Par ailleurs, Bruxelles est une ville dotée -Communauté Européenne oblige !- de l’infrastructure hôtelière et des transports en commun propices à l’accueil d’un événement grandissant. Proche de Paris et d’autres capitales, ce carrefour européen bénéficie déjà d’une reconnaissance internationale, dont la bande dessinée n’a qu’à tirer parti.

Bien entendu, la gratuité des événements est un autre facteur de l’engouement populaire naturellement déjà présent auprès des populations du Plat Pays ! Et les événements s(m)urfent sur cette approche en privilégiant les approches ludiques et familiales, dont par exemple la Balloon Parade ou le rallye des voitures de Tintin. Le cœur de cible des organisateurs diffère d’autres festivals aux tailles comparables : plus question d’essayer d’appâter le féru du genre qui connaît déjà bien le marché : La Fête de la BD ouvre les bras aux familles qui (re-)découvrent ensemble le 9e art, avec une ouverture vers les nouveaux publics. L’ambiance familiale présente dans les chapiteaux se combine aux atmosphères plus feutrées des expositions.

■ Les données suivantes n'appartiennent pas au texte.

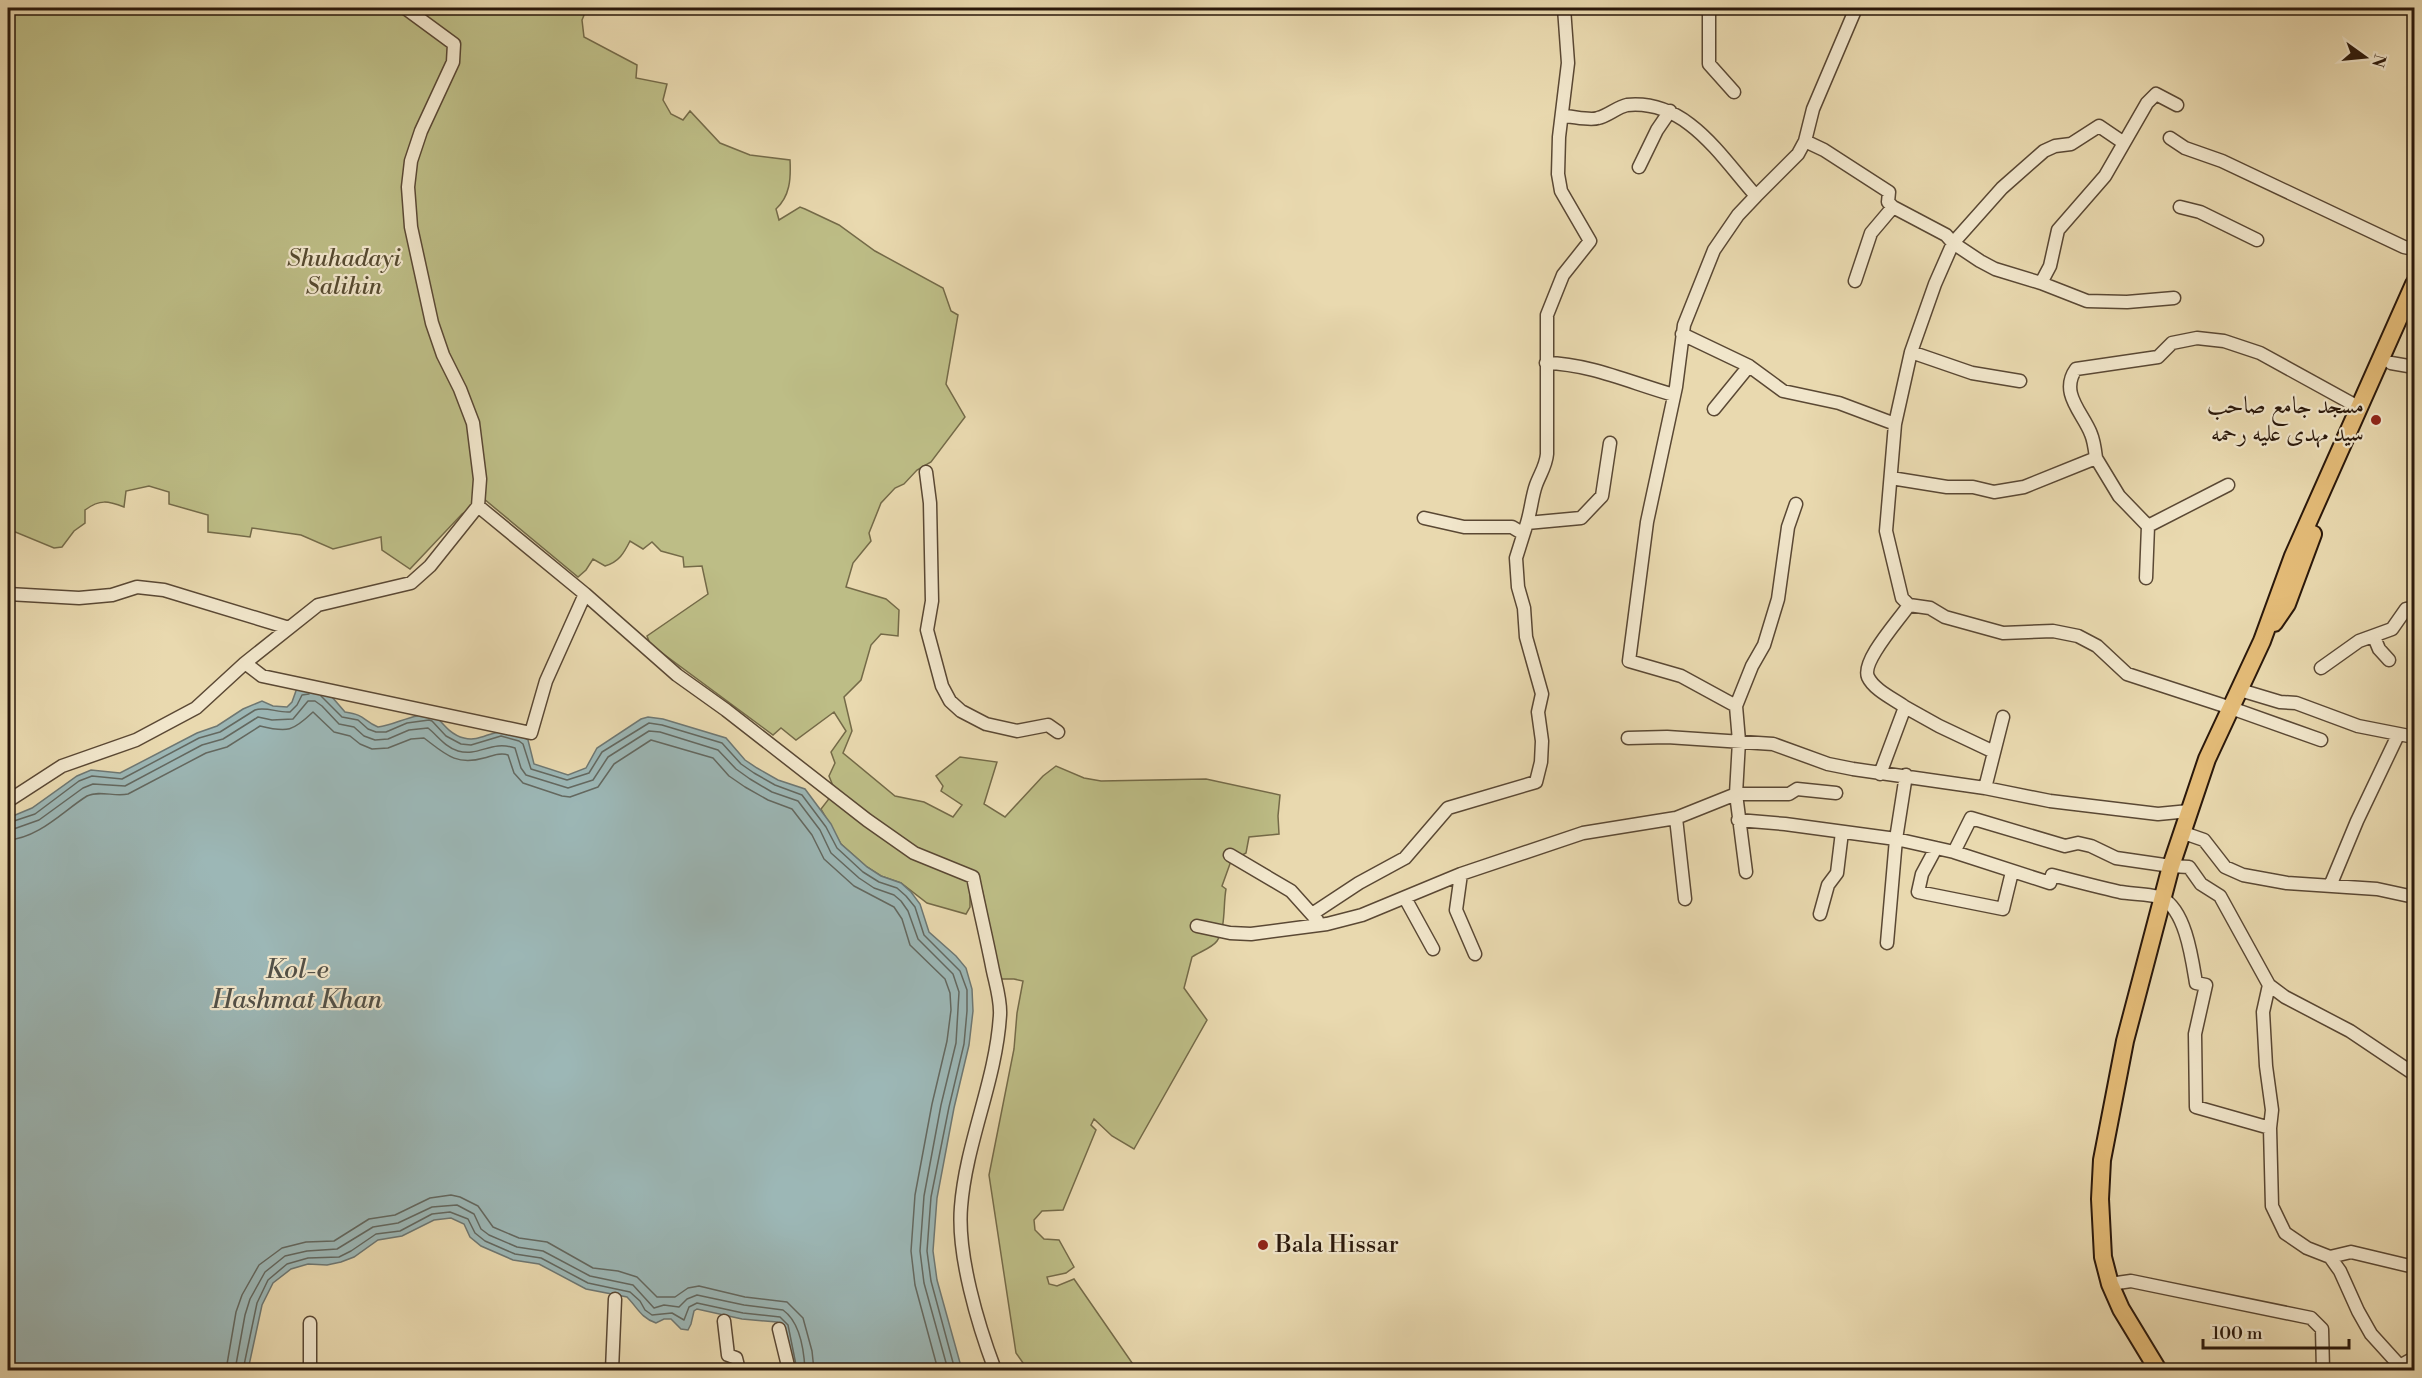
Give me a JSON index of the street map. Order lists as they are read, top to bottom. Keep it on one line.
{"water":["Kol-e Hashmat Khan"],"parks":["Shuhadayi Salihin"],"places":["مسجد جامع صاحب سید مهدی علیه رحمه","Bala Hissar"],"scale_bar":"100 m","north":"right"}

Et puis, il y a la volonté politique. Outre les inclinations personnelles des représentants de la nation passionnés de bande dessinée (ils sont quelques-uns...), la mosaïque politique belge se réunit miraculeusement pour soutenir cette organisation. En dépit du "millefeuille" politique belge, les décisionnaires de la Ville de Bruxelles, de la Région de Bruxelles-Capitale et de la Communauté Française sont parvenus à maintenir cette cohésion, afin de d’accompagner cet événement grandissant. Nous vous proposons de découvrir à ce propos un florilège des diverses déclarations ouvrant cette septième édition de la Fête de la BD :

La Fête de la BD de Bruxelles s'associe à la Fondation Raymond Leblanc pour décerner de nouveaux prix
Le Ministre-président de la région de Bruxelles-Capitale Rudi Vervoort

Pour Laurette Onkelinx, députée et chef de groupe PS au parlement fédéral : « Bruxelles est une des capitales de la bande dessinée, car bien de ses personnages illustres y sont nés avant de se faire connaître à travers le monde. La bande dessinée est donc constitutive de l’identité des Bruxellois, dans leur culture, mais également à travers les libraires, éditeurs, auteurs, galeristes et passionnés qui y vivent et y travaillent. Soutenus par plus de 35 maisons d’éditions, les plus de 250 auteurs qui participent à cette édition permettent de propager à la culture à travers Bruxelles. »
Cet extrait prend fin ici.